§ DATA SHOWN

--

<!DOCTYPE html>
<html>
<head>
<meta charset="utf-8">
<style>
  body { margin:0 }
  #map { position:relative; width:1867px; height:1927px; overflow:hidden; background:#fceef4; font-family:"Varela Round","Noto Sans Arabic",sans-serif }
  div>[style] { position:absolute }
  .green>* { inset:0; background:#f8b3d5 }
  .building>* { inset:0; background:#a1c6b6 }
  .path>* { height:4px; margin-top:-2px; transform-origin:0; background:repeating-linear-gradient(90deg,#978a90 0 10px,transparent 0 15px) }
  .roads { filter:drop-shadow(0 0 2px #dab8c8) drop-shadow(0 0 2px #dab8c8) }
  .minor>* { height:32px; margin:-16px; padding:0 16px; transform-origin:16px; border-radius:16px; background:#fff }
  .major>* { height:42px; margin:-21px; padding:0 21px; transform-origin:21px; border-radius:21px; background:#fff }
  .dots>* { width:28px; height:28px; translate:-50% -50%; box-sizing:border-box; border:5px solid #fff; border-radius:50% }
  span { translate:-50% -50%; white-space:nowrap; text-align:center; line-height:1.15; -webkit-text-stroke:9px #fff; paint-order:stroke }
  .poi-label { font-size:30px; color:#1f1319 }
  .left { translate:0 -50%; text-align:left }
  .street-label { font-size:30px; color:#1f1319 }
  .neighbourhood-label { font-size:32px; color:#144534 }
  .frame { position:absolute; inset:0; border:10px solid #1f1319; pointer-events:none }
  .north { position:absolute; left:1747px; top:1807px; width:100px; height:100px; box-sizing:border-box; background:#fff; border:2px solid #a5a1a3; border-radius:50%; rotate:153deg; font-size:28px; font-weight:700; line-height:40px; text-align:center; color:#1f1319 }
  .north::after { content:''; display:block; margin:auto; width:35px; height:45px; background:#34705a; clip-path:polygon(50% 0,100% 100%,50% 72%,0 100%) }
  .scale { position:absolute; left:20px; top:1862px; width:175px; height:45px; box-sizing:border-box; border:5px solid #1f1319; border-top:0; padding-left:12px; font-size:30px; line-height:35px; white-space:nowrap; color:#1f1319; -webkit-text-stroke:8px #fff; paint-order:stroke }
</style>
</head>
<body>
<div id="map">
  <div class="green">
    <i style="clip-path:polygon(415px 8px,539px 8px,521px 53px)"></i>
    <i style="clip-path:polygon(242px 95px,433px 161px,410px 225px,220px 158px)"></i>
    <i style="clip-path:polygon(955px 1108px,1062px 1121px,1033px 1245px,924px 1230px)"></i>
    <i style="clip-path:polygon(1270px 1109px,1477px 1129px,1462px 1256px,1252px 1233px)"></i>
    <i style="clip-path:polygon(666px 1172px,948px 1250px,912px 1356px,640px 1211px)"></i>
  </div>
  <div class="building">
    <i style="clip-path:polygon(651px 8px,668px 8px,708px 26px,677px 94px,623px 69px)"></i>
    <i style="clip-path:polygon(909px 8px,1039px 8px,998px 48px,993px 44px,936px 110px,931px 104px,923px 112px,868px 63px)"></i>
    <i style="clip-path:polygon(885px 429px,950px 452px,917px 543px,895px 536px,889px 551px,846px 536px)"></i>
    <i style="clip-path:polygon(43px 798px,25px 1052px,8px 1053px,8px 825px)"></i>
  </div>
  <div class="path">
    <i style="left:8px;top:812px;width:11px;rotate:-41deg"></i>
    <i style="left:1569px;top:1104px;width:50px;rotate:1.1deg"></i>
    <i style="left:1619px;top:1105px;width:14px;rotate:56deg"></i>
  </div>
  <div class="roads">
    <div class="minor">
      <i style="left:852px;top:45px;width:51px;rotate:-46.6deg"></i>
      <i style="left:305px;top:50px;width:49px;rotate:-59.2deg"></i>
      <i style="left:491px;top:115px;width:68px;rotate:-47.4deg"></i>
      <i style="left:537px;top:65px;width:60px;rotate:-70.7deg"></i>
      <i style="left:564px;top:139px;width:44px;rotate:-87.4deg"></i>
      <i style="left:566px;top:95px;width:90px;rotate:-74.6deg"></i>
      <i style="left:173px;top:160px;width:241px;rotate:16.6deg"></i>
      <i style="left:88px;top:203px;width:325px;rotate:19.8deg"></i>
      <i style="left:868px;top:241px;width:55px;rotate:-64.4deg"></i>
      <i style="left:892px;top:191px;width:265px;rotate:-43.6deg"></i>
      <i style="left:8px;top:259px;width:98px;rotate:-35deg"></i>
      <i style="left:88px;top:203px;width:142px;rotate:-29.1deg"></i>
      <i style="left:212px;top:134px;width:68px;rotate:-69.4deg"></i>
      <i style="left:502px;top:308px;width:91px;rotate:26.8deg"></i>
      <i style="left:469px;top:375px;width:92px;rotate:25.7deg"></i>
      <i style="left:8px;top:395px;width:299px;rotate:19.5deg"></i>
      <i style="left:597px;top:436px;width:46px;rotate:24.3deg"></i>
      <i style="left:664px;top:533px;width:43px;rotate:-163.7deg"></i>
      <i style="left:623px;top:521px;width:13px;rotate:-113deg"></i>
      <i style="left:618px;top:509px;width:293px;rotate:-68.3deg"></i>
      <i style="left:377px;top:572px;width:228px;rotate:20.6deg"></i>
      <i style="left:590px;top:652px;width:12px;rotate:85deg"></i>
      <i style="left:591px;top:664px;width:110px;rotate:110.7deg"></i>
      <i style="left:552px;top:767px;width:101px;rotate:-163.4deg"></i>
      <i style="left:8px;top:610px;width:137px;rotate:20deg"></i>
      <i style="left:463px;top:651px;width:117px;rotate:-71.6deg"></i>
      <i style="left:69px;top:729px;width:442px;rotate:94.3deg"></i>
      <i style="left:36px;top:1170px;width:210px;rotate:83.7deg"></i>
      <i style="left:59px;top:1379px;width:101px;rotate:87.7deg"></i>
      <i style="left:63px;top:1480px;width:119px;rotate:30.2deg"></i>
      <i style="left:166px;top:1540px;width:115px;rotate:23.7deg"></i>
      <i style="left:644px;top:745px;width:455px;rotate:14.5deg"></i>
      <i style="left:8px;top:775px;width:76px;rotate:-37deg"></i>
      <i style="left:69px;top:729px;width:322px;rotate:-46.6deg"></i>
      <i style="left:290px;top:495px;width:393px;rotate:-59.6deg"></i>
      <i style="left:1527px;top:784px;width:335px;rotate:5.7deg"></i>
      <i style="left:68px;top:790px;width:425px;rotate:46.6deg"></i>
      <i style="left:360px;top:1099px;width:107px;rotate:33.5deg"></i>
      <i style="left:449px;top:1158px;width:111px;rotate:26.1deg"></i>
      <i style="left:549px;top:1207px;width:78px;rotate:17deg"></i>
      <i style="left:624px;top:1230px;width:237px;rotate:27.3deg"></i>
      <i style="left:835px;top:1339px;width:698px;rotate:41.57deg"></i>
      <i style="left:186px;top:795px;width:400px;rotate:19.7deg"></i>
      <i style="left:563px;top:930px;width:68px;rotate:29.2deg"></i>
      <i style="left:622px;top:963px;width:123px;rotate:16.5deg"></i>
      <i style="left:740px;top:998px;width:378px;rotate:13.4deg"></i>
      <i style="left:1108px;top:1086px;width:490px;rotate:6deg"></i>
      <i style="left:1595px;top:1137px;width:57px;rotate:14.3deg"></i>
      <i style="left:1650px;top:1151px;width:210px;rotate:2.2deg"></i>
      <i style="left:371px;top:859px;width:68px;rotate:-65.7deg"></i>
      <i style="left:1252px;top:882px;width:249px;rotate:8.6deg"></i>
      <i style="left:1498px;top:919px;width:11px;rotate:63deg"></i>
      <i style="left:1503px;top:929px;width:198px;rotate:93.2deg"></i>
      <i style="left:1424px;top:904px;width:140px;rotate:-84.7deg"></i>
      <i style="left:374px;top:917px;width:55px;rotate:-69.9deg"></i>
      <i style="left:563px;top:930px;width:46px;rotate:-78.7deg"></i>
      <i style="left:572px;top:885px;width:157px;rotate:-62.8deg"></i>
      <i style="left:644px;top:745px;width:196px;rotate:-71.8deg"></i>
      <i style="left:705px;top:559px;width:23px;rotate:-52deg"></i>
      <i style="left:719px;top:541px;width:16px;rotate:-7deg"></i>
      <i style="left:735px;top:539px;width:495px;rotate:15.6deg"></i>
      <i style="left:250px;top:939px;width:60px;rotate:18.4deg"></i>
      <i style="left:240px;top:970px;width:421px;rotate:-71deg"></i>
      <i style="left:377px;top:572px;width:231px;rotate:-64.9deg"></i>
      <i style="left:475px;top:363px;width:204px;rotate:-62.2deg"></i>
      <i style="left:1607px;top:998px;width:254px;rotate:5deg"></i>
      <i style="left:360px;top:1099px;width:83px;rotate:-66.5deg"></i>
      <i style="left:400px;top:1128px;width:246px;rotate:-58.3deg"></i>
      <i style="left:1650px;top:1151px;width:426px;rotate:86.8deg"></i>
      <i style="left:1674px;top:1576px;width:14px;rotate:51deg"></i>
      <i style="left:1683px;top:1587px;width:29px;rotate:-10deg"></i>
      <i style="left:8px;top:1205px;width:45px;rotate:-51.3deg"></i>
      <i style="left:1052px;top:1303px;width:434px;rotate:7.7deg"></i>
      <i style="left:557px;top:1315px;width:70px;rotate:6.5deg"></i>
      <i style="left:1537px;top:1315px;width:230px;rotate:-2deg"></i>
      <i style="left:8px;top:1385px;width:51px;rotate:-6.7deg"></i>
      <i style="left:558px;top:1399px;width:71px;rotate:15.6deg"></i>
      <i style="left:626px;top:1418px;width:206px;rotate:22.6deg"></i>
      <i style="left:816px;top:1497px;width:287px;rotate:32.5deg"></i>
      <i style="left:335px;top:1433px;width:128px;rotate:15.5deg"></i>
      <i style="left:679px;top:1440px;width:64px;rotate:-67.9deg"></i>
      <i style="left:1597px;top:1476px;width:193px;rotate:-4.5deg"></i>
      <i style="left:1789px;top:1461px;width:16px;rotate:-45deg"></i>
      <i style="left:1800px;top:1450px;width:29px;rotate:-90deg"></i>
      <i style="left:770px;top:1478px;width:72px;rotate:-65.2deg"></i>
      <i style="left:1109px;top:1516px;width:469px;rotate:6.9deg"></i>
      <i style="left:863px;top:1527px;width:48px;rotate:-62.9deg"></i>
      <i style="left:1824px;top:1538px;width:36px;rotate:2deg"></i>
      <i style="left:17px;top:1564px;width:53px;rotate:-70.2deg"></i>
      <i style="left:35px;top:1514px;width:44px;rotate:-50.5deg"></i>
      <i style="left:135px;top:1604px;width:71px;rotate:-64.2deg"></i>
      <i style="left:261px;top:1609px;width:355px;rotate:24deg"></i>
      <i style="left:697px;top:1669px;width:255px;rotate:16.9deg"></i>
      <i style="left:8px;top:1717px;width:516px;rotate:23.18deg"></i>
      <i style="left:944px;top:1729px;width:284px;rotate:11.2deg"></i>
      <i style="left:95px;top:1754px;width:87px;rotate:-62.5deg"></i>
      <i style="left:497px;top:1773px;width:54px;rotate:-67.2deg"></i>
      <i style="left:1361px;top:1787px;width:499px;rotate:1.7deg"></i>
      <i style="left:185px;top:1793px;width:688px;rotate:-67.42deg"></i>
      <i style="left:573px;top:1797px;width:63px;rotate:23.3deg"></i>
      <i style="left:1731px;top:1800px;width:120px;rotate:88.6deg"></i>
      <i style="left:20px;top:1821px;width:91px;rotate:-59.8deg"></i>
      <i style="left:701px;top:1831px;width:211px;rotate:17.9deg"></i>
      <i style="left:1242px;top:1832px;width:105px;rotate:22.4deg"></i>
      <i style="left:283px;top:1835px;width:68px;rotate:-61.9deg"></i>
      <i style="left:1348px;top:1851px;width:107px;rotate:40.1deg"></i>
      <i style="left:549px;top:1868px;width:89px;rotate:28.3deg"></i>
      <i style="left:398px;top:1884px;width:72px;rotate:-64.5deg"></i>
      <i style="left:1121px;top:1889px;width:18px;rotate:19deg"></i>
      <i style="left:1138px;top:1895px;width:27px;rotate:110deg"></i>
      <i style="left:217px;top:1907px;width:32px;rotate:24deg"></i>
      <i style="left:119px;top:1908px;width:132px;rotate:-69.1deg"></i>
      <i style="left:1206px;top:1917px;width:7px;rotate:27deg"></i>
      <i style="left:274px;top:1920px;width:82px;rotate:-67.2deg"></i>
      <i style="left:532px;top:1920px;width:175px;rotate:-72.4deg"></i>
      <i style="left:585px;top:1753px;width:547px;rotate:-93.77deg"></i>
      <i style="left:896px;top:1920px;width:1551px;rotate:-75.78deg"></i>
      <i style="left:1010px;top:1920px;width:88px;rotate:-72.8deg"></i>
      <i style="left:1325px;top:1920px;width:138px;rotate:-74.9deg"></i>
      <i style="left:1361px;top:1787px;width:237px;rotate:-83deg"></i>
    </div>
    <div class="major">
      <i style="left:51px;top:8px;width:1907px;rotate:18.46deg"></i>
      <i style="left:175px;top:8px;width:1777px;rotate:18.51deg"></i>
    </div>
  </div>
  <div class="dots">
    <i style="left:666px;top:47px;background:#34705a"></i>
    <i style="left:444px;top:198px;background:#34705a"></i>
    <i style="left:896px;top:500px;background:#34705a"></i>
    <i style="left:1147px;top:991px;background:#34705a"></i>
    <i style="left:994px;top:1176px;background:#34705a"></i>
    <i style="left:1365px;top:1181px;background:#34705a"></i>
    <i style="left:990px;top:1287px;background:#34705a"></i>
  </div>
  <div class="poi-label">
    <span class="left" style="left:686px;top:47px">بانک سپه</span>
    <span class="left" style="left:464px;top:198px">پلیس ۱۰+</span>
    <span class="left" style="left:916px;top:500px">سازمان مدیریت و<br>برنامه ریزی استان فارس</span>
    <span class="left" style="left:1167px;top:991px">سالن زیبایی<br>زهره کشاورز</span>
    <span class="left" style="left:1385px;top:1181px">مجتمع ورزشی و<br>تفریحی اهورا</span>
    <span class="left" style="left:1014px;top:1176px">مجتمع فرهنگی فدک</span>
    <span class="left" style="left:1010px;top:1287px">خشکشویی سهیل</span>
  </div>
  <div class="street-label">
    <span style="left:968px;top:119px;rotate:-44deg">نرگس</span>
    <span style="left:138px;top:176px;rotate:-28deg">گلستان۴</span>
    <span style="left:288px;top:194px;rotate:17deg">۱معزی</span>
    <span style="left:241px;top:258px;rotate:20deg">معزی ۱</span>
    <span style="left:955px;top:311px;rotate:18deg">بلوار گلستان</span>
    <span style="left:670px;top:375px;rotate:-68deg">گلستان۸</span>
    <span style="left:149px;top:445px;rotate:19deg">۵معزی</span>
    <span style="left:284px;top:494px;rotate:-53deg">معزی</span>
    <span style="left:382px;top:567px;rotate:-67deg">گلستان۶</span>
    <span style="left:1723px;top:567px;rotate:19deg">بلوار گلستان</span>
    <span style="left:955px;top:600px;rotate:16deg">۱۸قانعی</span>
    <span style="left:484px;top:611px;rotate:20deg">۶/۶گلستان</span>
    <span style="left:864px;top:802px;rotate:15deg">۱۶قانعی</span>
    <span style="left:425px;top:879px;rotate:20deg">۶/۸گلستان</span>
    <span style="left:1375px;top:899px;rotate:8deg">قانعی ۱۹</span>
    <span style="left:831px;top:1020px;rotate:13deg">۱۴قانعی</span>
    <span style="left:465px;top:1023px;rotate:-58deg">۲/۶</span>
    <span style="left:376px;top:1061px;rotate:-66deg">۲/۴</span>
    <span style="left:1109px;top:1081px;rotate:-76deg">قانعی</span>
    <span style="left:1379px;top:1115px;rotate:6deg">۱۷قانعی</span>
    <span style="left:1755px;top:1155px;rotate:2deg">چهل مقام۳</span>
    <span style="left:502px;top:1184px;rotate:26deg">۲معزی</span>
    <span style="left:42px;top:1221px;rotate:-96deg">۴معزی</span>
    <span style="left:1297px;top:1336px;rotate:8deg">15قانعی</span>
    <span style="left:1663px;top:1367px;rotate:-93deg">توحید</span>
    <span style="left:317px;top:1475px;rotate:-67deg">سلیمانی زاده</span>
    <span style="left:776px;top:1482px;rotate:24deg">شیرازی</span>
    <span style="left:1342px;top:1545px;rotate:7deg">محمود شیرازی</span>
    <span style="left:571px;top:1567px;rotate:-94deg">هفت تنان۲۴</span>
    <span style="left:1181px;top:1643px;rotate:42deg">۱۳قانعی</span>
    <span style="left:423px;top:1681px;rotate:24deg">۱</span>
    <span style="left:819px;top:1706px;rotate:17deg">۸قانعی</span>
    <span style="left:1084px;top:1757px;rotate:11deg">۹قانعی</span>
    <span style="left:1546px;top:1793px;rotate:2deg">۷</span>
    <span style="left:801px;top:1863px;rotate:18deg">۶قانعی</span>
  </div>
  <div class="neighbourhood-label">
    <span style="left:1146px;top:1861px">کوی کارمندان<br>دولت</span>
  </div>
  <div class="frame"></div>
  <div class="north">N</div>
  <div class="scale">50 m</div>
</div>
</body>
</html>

--

§ INSTRUCTIONS FOR THE TASK
Find the word "padding" in the entries. Copy each line that holds it.

§ EXERCISE ANSWER
  .minor>* { height:32px; margin:-16px; padding:0 16px; transform-origin:16px; border-radius:16px; background:#fff }
  .major>* { height:42px; margin:-21px; padding:0 21px; transform-origin:21px; border-radius:21px; background:#fff }
  .scale { position:absolute; left:20px; top:1862px; width:175px; height:45px; box-sizing:border-box; border:5px solid #1f1319; border-top:0; padding-left:12px; font-size:30px; line-height:35px; white-space:nowrap; color:#1f1319; -webkit-text-stroke:8px #fff; paint-order:stroke }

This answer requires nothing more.